I need to break out of this cycle. I made an action plan for while I'm on leave, and I've yet to meet the fitness goals I've placed on that plan and it has been 5 days since I started it. I guess I should be happy that the housework that I had made a goal is getting done, but sleeping until 2pm in the afternoon after going to bed at 8:30/9:30 isn't cutting it.
I only have a couple of weeks to shake this feeling before the next 5% challenge begins. I can't let my Teddy Bear compadres down and as the challenge leader, I need to put up good fitness minutes and LTGL points, too. It is my goal to lose that 5% and be back under 200 again. With 12 weeks off, and 2 lbs a week, I want to be down 24 lbs by the time I go back to work. I think I can do it. I just need to get over this anxiety and get my butt in gear.
With that, prayers are much appreciated during this time.
Friday, May 30, 2014
Today is the last day of the 2014 Spring 5% Challenge, and while I had some successes, I am ending it right where I started weight wise. It is amazing that I have even been able to maintain considering the trials that I've been through this time around with Kyle's accident and subsequent passing, and then my cancer diagnosis.
The thing that I think is the greatest aspect of these 5% Challenges is the camaraderie of the teams. Everyone comes together and helps encourage each other throughout each challenge. If you are looking for a kick-start or a boost to your weight loss journey, then I highly recommend joining us for the 2014 Summer 5% Challenge.
Thursday, May 29, 2014
I swear! The scale hates me!!!! I've been within calories...getting steps in and still...the scale goes up! What is up with that? Is it stress? I am leaving for Vegas on Saturday morning, maybe that is it.

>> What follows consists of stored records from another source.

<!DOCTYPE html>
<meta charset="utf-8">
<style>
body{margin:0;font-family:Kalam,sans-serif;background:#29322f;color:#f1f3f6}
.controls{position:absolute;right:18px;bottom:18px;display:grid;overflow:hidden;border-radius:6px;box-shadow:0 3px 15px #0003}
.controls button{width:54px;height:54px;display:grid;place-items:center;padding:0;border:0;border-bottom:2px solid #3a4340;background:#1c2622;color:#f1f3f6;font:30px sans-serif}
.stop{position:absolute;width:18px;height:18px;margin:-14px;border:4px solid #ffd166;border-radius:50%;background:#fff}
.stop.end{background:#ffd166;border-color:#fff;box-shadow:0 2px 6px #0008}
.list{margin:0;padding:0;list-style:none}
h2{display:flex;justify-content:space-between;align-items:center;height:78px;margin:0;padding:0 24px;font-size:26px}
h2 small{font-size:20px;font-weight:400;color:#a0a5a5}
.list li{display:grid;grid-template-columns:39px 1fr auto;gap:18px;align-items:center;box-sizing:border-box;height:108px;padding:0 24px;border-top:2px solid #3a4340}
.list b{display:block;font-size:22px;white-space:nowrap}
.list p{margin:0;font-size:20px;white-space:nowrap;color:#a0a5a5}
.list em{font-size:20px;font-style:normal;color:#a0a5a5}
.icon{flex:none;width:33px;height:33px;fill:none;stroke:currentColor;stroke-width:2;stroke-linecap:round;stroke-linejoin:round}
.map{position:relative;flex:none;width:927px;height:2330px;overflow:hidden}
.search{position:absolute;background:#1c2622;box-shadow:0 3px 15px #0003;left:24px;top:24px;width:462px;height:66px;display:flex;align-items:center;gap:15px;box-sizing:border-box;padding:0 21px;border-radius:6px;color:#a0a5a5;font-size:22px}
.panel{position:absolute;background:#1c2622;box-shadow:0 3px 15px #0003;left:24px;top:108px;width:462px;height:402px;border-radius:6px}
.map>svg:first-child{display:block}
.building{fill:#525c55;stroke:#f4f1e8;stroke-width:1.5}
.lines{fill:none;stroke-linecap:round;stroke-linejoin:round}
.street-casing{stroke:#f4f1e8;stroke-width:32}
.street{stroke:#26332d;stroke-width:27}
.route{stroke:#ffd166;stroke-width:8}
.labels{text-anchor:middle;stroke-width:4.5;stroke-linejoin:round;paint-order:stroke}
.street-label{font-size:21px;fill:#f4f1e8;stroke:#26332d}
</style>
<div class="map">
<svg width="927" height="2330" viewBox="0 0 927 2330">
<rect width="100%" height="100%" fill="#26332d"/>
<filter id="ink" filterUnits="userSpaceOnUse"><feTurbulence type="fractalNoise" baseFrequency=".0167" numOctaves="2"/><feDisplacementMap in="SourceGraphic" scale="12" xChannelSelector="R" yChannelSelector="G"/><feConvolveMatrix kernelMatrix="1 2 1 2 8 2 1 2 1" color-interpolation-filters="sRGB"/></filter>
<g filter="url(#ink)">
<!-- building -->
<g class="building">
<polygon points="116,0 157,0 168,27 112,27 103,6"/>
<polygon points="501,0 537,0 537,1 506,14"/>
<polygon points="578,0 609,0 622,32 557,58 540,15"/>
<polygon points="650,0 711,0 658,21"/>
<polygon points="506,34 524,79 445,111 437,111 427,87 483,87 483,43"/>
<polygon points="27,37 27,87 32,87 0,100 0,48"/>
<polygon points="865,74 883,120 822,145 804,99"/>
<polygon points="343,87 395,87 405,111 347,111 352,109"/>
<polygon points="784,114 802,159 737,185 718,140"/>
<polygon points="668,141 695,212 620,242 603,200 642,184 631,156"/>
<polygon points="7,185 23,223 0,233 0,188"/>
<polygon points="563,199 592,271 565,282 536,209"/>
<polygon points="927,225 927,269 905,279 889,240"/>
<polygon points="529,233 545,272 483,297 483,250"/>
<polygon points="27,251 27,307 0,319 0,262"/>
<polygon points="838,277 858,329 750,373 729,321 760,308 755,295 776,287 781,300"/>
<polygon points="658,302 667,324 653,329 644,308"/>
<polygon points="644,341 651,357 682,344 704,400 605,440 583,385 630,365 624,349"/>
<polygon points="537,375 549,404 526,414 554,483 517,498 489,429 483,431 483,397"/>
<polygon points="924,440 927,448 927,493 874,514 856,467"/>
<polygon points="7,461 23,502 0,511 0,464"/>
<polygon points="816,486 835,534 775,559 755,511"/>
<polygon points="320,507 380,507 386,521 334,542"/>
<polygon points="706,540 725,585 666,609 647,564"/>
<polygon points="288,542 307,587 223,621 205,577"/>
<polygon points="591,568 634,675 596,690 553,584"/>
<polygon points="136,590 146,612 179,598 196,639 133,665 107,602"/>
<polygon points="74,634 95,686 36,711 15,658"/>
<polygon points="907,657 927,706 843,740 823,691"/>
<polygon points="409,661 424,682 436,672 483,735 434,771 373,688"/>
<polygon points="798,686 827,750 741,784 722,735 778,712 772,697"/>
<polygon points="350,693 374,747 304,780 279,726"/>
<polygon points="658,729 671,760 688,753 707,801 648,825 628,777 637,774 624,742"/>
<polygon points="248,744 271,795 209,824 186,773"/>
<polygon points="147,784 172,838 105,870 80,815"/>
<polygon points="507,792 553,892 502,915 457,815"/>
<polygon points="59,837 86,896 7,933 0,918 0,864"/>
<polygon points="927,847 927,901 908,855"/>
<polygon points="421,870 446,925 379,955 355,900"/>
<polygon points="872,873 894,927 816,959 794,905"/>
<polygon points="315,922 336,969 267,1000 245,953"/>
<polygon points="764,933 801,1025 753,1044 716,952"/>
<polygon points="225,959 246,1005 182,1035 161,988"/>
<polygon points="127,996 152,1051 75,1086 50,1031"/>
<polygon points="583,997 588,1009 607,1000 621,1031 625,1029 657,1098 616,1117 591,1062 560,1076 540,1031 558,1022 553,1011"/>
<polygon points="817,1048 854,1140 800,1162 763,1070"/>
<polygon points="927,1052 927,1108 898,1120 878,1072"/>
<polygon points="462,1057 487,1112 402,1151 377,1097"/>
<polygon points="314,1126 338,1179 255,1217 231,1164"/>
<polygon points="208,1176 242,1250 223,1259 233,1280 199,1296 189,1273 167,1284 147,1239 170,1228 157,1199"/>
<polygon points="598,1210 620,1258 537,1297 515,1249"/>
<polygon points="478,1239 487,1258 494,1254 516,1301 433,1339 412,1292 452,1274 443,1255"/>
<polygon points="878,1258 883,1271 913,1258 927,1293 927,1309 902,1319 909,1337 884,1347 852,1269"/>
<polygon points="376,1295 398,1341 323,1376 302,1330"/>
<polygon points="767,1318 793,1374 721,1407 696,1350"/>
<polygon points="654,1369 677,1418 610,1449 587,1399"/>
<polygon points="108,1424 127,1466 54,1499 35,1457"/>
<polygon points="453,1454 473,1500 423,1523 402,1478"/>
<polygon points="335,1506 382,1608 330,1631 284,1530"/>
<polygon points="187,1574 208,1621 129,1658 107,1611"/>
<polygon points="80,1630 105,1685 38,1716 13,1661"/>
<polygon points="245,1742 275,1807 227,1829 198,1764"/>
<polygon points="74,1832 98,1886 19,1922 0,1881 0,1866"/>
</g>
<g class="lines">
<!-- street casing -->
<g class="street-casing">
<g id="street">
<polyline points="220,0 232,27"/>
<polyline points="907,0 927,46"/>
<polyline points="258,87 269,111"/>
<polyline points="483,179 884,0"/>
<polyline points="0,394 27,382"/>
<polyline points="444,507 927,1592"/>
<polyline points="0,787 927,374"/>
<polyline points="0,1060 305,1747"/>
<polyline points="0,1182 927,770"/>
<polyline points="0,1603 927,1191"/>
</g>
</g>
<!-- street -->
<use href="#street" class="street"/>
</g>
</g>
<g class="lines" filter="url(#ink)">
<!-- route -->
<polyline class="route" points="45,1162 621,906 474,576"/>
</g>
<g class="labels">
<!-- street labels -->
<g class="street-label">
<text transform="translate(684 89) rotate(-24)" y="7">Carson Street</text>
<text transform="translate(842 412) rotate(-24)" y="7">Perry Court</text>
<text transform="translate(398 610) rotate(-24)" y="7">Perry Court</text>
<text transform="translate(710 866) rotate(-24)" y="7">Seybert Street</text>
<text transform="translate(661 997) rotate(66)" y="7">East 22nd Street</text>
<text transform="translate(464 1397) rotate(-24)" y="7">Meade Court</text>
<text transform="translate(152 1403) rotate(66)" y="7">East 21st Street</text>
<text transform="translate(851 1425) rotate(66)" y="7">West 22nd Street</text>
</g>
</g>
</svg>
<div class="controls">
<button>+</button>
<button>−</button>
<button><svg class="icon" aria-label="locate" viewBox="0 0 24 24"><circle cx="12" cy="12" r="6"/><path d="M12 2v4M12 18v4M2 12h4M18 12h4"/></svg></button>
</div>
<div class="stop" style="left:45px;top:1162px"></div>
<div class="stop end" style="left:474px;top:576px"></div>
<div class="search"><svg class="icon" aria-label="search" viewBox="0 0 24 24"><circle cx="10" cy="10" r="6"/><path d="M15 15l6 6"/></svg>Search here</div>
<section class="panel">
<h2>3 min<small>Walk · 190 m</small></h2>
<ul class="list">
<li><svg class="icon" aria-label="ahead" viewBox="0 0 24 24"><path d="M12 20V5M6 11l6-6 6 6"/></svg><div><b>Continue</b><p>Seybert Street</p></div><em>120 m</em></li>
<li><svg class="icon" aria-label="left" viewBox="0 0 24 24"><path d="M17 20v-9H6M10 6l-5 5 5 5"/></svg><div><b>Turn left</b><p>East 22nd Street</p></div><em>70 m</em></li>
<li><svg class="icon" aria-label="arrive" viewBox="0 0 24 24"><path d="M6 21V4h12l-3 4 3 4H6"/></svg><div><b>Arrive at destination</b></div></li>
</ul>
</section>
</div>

On the Vegas front, I'm not and I am looking forward to it. One one hand, it is for work and I will be in conferences all day. On the other, it is Vegas and I'm going to get to do some fun things. And work is paying for it. Breakfast and Lunch are provided most days there, but dinner can be super expensive.

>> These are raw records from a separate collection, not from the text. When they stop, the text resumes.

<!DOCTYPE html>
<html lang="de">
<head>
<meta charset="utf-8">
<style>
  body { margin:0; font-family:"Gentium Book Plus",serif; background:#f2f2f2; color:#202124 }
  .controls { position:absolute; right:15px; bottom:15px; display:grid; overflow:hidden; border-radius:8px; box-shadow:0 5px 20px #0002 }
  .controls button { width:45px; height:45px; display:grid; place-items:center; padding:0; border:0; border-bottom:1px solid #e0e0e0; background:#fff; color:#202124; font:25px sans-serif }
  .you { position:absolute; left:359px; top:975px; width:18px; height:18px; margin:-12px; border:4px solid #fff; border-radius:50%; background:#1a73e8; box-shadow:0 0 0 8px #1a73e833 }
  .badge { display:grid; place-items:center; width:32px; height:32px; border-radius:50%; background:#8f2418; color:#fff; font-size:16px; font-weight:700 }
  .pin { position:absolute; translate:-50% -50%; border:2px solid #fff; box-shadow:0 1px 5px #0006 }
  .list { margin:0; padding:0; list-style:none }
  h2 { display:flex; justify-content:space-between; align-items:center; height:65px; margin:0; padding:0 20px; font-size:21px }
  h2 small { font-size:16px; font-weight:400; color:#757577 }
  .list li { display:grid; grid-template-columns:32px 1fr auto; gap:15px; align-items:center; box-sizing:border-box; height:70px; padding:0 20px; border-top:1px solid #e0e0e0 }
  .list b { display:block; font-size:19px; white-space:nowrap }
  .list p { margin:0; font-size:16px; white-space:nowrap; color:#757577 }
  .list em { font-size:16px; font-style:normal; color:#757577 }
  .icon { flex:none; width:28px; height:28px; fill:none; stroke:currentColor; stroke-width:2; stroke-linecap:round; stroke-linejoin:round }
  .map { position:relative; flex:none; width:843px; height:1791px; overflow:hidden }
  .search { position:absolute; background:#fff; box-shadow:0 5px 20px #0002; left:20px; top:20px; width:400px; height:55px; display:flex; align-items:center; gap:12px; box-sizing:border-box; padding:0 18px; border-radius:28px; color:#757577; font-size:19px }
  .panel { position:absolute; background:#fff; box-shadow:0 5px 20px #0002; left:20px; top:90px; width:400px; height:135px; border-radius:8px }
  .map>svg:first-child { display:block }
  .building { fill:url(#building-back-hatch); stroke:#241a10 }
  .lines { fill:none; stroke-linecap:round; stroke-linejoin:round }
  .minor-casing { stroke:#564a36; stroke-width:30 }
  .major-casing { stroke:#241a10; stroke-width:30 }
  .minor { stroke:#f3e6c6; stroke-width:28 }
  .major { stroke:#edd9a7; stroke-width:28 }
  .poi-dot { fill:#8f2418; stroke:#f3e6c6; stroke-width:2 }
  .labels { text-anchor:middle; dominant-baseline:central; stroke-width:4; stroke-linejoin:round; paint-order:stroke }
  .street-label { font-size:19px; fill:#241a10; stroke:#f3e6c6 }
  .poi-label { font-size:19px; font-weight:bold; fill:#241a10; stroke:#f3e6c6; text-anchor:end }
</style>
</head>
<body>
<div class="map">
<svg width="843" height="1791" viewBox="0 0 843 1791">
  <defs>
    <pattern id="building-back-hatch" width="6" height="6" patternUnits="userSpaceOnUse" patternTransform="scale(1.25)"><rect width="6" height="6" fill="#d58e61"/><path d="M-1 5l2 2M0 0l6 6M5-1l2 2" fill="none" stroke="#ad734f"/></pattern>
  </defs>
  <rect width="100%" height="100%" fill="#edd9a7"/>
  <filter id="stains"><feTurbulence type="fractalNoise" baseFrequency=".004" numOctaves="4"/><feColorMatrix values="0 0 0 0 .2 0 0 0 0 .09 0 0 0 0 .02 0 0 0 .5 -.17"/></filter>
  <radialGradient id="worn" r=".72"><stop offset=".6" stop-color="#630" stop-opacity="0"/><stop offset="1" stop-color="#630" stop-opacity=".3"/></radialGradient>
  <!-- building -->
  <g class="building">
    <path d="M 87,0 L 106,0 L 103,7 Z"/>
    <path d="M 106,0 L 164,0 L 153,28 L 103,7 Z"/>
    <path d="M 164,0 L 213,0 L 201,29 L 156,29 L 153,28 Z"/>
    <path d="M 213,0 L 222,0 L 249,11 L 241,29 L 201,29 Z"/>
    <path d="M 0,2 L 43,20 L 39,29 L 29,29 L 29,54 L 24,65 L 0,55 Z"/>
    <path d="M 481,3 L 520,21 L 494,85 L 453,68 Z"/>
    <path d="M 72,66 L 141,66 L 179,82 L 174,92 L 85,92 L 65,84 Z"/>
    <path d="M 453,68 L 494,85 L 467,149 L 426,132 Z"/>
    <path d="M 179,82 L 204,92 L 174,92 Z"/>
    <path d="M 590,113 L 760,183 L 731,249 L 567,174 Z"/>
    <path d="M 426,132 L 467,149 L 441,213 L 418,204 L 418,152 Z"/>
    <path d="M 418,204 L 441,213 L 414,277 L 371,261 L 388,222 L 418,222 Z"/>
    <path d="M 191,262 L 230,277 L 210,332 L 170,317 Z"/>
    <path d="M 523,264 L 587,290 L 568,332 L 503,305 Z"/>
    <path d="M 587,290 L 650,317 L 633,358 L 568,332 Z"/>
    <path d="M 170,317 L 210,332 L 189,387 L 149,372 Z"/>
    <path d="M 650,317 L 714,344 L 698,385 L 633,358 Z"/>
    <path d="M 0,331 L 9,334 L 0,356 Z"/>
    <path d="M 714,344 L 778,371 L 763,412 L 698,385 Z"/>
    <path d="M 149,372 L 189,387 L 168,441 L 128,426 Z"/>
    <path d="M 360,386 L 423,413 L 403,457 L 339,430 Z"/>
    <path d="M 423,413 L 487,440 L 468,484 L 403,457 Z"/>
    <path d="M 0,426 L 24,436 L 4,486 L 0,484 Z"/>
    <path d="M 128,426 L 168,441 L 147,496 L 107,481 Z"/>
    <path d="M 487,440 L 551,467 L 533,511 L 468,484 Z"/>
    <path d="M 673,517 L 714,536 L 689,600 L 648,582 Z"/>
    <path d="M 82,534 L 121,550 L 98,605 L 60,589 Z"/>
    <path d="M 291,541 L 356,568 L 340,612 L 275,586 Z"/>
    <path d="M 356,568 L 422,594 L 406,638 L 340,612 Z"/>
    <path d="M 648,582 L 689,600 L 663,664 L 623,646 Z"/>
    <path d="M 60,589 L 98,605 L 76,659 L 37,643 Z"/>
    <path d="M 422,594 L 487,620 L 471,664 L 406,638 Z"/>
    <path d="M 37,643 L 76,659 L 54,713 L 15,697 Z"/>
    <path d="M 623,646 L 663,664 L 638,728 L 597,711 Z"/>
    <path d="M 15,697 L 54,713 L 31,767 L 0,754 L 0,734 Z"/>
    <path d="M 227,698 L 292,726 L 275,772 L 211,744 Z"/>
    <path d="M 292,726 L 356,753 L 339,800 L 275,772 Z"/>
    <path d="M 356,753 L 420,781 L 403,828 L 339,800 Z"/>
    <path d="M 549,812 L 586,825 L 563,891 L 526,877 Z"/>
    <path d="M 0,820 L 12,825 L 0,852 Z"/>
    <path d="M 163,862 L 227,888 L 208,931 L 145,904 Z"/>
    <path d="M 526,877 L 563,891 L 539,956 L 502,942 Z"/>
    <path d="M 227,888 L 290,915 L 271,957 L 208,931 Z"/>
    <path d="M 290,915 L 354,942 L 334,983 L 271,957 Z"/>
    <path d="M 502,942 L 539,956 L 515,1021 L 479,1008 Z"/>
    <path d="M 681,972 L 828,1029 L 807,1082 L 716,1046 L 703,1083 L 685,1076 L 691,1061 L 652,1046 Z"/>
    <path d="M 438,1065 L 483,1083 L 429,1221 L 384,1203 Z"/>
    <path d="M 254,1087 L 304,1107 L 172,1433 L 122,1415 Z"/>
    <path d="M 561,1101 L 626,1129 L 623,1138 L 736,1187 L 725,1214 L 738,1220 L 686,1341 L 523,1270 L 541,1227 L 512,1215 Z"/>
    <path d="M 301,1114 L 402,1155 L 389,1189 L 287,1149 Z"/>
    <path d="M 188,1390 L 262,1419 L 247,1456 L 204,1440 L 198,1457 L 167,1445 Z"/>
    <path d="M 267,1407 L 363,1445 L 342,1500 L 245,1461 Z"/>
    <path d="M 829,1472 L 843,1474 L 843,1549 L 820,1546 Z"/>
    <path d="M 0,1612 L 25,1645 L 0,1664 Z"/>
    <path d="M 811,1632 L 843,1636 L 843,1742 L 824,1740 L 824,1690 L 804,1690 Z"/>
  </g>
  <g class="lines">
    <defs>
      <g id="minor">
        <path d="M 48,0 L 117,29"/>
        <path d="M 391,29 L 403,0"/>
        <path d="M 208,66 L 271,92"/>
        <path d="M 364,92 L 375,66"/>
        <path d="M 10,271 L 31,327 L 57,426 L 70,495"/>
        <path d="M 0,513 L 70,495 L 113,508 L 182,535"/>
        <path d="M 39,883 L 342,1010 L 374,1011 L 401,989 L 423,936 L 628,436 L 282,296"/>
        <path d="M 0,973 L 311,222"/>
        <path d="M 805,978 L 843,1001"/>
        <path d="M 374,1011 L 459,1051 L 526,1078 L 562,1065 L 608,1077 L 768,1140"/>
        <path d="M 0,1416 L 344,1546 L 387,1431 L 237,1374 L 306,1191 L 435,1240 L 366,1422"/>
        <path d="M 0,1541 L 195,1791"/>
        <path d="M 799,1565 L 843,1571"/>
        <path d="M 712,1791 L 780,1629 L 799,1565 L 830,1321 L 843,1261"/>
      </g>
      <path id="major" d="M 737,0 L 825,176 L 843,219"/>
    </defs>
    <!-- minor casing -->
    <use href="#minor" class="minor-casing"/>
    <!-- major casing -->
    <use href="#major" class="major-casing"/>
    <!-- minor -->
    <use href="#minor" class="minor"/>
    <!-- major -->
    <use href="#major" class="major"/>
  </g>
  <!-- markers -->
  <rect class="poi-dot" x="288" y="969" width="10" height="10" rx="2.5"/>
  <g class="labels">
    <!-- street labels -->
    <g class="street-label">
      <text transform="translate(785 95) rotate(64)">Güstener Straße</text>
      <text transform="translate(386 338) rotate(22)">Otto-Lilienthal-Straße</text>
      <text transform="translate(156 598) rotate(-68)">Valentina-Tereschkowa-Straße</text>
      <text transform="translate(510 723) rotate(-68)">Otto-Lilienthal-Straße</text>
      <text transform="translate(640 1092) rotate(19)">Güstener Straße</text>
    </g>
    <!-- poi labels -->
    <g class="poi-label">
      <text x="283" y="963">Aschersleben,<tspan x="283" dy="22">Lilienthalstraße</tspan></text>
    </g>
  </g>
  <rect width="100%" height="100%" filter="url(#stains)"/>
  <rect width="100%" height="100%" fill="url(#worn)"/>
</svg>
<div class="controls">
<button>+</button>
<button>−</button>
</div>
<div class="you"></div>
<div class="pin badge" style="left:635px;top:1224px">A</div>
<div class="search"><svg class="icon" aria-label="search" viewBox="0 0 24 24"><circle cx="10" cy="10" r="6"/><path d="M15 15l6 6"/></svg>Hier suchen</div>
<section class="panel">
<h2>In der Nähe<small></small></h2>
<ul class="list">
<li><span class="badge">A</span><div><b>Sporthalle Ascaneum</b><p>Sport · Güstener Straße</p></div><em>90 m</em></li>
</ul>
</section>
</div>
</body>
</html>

A plus is all of the walking I'll be getting in. I know people joke about taking a taxi from Caesar's Palace to the Belagio (they are next to each other), but those places are HUGE!!!! I still plan on walking it rather than taking a taxi!!!
Wednesday, May 28, 2014
For those of you who don't know, I had surgery on my shoulder last Thursday to remove a pretty substantial chunk of cancerous tissue. With that, I've been put on restrictions from doing much of anything for a month that involves the upper body. With that, I have 2 dogs...let's just say...they shed. So, when the church called and asked if I needed anything (they asked) I said "I need someone to vacuum". Very short. Very blunt. And to the point.
She laughed off my response and advised me that is what my Bible study is for. What? I love these gals, but I'm afraid of asking any of them to do something like that for me. Yet, if they would ask, I would do anything to help them out!
So, after prodding from the church, I asked my Bible study to help me out. Two women came to my home tonight, emptied my dishwasher, vacuumed my home, cleared my gutters and planted some flowers for me. I felt so bad about these requests, but they did them for me anyway. And one gal is going to come by tomorrow to take my trash down to the curb for me. Wow...what a group of women!!!! I feel so blessed.